Your body changes with age, and your health can change along with it. Your hips are one area of the body that can go through significant changes over time, some of which can lead to chronic pain and even disability. Thankfully, there’s a lot you can do to manage hip problems and lower your risk for severe complications.
Our expert team at Northland Orthopedics & Sports Medicine in Kansas City, Missouri, diagnoses and treats a range of painful hip conditions. Here, we explore several age-related hip conditions and ways we can help.
Osteoarthritis (OA) is the most common form of arthritis, and your hips are a common place for it to take hold. Caused by “wear and tear” over time, OA happens when cartilage within a joint starts breaking down, causing changes in underlying bones that spur pain, swelling, and stiffness.

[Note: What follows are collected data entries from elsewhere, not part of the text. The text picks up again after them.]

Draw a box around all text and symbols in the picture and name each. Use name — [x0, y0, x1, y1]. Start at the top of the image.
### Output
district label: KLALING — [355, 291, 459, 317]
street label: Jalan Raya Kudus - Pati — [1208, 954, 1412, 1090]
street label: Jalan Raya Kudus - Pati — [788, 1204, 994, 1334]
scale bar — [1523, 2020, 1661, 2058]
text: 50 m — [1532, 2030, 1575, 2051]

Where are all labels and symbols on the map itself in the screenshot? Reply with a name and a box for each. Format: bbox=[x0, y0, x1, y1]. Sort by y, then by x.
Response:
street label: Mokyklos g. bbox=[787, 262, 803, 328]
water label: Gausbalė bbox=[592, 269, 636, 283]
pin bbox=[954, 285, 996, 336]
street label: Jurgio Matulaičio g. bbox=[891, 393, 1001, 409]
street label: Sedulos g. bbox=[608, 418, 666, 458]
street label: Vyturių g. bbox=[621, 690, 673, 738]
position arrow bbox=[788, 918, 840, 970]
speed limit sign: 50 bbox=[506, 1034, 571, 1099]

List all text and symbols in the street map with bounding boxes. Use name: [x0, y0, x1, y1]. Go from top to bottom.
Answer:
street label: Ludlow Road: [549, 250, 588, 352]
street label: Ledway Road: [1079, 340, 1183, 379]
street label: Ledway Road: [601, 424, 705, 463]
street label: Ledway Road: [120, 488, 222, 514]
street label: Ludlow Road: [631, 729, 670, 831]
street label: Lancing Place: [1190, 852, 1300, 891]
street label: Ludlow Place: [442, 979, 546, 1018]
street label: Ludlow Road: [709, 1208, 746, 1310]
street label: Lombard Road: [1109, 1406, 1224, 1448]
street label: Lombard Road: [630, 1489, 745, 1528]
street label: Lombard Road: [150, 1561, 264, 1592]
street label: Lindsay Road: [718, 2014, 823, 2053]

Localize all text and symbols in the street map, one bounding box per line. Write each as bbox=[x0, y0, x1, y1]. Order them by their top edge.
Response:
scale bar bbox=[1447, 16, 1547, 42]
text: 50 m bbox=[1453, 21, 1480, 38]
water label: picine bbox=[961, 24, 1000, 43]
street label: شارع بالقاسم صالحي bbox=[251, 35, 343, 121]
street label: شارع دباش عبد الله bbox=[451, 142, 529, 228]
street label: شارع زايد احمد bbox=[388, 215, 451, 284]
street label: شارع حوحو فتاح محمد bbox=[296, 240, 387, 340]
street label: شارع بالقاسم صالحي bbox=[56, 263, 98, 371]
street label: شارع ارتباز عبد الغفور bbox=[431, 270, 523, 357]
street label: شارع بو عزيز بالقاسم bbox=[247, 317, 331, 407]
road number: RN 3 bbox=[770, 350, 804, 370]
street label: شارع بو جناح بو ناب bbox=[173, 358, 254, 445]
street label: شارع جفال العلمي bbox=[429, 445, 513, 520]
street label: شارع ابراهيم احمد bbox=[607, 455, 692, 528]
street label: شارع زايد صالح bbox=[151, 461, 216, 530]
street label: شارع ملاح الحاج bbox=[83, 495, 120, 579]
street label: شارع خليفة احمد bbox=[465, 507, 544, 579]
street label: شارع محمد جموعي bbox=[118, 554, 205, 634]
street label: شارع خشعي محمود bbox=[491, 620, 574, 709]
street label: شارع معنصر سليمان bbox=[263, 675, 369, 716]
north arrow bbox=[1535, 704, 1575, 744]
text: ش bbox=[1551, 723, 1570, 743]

The longer you live, the more likely you’ll be to experience these changes in your hips. Your risk is even higher if you have additional risk factors for hip arthritis, such as previous hip injuries, obesity, or family history of the disease. In some cases, hip OA causes reduced physical function or full on disability.
Your risk for hip fractures increases with age as well. If you develop osteoporosis, an age-related condition marked by weak or brittle bones, it can be easy to take a spill and break one or more of your hip bones.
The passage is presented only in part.